Difference between revisions of "1959 IMO Problems/Problem 1"

Revision as of 17:35, 23 December 2013

Problem

Prove that the fraction $\frac{21n+4}{14n+3}$ is irreducible for every natural number $n$ .

Solutions

First Solution

We observe that

$3(14n+3) = 2(21n+4) + 1.$

Since a multiple of $14n+3$ differs from a multiple of $21n+4$ by 1, we cannot have any postive integer greater than 1 simultaneously divide $14n+3$ and $21n+4$ . Hence the greatest common divisor of the fraction's numerator and denominator is 1, so the fraction is irreducible. Q.E.D.

Second Solution

Denoting the greatest common divisor of $a, b$ as $(a,b)$ , we use the Euclidean algorithm as follows:

$( 21n+4, 14n+3 ) = ( 7n+1, 14n+3 ) = ( 7n+1, 1 ) = 1$

As in the first solution, it follows that $\frac{21n+4}{14n+3}$ is irreducible. Q.E.D.

Third Solution

Proof by contradiction:

Let's assume that $\dfrac{14n+3}{21n+4}$ is a reducible fraction where $p$ is a divisor of both the numerator and the denominator:

$14n+3\equiv 0\pmod{p} \implies 42n+9\equiv 0\pmod{p}$

$21n+4\equiv 0\pmod{p} \implies 42n+8\equiv 0\pmod{p}$

Subtracting the second equation from the first equation we get $1\equiv 0\pmod{p}$ which is clearly absurd.

Hence $\frac{21n+4}{14n+3}$ is irreducible. Q.E.D.

Fourth Solution

Let $g = {\rm gcd}(21n + 4, 14n + 3)$ . Then $g|h$ where $h = {\rm gcd}(42n + 8, 14n + 3) = {\rm gcd}(1, 14n + 3) = 1$ . Thus, $g = h = 1$ . Note: This solution, in hindsight, is just the first solution above in a slightly different notation.

Fifth Solution

We notice that:

$\frac{21n+4}{14n+3} = \frac{(14n+3)+(7n+1)}{14n+3} = 1+\frac{7n+1}{14n+3}$

So it follows that $7n+1$ and $14n+3$ must be coprime for every natural number $n$ for the fraction to be irreducible. Now the problem simplifies to proving $\frac{7n+1}{14n+3}$ irreducible. We re-write this fraction as:

$\frac{7n+1}{(7n+1)+(7n+1) + 1} = \frac{7n+1}{2(7n+1)+1}$

Since the denominator $2(7n+1) + 1$ differs from a multiple of the numerator $7n+1$ by 1, then the numerator and the denominator must be relatively prime natural numbers. Hence it follows that $\frac{21n+4}{14n+3}$ is irreducible.

Q.E.D

~ Solution by z6z61im4s99

SIXTH SOLUTION

we can use PRINCIPLE OF MATHEMATICAL INDUCTION TO EASILY PROVE THE ABOVE STATEMENT.

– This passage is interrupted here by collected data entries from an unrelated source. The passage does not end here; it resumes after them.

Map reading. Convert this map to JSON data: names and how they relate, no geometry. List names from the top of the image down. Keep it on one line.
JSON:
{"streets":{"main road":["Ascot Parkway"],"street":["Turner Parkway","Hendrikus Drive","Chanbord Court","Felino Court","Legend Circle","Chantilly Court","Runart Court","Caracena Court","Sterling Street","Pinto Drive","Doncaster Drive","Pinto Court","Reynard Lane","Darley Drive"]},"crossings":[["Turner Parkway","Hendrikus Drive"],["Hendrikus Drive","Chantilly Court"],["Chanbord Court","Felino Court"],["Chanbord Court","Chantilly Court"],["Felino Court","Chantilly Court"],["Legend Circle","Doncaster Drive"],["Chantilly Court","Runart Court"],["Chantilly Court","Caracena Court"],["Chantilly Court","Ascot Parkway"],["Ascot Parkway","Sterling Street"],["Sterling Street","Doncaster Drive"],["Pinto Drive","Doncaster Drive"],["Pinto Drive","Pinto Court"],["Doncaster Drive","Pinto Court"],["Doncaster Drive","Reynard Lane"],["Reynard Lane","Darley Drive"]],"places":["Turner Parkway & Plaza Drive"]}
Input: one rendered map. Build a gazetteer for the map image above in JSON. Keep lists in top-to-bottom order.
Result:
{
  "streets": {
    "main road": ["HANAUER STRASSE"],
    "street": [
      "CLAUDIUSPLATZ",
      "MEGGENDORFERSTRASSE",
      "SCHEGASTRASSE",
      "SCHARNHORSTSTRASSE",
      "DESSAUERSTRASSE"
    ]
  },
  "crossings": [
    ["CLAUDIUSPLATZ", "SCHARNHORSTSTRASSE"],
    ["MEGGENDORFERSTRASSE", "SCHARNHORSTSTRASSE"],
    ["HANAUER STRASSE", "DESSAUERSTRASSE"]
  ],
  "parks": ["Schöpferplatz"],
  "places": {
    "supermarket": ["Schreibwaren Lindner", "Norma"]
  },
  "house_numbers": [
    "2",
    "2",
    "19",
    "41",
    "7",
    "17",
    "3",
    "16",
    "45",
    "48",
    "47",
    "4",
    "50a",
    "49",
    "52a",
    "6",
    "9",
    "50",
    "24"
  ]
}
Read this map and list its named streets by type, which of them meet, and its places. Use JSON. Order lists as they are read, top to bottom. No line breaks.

First, we show that the statement is true for n=1. For n=1, 25/17 is irreducible because gcd(25,17) =1.

Now, we show that If the statement is true for the natural number 'n', then it is also true for natural number 'n+1'.

PROOF:

Let the given statement be true for the natural number 'n', which means gcd (21n+4, 14n+3) =1

Now we need to show that the statement is true for natural number 'n+1', which means we need to show gcd (21n+25, 14n+17) =1

let us take a look at that,

gcd (21n+25, 14n+17) =1

-> gcd [21n+4+(7*3), 14n+3+(7*2)] = 1, which is true since gcd (21n+25, 14n+17) =1 and adding some multiple of some number 'k=7' to both the numbers doesn't change the gcd.

Hence, the statement is true for natural number 'n+1'.

Hence, the statement is true for each natural number.

For this fraction to be irreducible, Alternate solutions are always welcome. If you have a different, elegant solution to this problem, please add it to this page.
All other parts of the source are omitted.